* **Task prompt**
What is needed is an exact transcription of every entry below, with the pictures left out.

[Saved data entries]
►

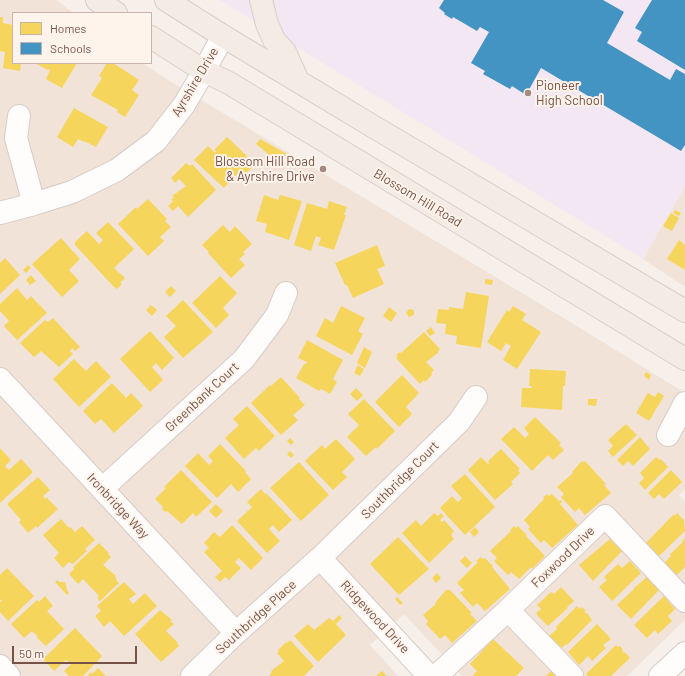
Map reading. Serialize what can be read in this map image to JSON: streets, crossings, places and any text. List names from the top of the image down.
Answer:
{
  "streets": {
    "main road": ["Blossom Hill Road"],
    "street": [
      "Ayrshire Drive",
      "Greenbank Court",
      "Southbridge Court",
      "Ironbridge Way",
      "Foxwood Drive",
      "Southbridge Place",
      "Ridgewood Drive"
    ]
  },
  "crossings": [
    ["Ayrshire Drive", "Blossom Hill Road"],
    ["Greenbank Court", "Ironbridge Way"],
    ["Southbridge Court", "Southbridge Place"],
    ["Southbridge Court", "Ridgewood Drive"],
    ["Ironbridge Way", "Southbridge Place"],
    ["Southbridge Place", "Ridgewood Drive"]
  ],
  "places": ["Pioneer High School", "Blossom Hill Road & Ayrshire Drive"],
  "legend": ["Homes", "Schools"],
  "scale_bar": "50 m"
}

◄

* **Exercise response**
Map reading. Serialize what can be read in this map image to JSON: streets, crossings, places and any text. List names from the top of the image down.
Answer:
{
  "streets": {
    "main road": ["Blossom Hill Road"],
    "street": [
      "Ayrshire Drive",
      "Greenbank Court",
      "Southbridge Court",
      "Ironbridge Way",
      "Foxwood Drive",
      "Southbridge Place",
      "Ridgewood Drive"
    ]
  },
  "crossings": [
    ["Ayrshire Drive", "Blossom Hill Road"],
    ["Greenbank Court", "Ironbridge Way"],
    ["Southbridge Court", "Southbridge Place"],
    ["Southbridge Court", "Ridgewood Drive"],
    ["Ironbridge Way", "Southbridge Place"],
    ["Southbridge Place", "Ridgewood Drive"]
  ],
  "places": ["Pioneer High School", "Blossom Hill Road & Ayrshire Drive"],
  "legend": ["Homes", "Schools"],
  "scale_bar": "50 m"
}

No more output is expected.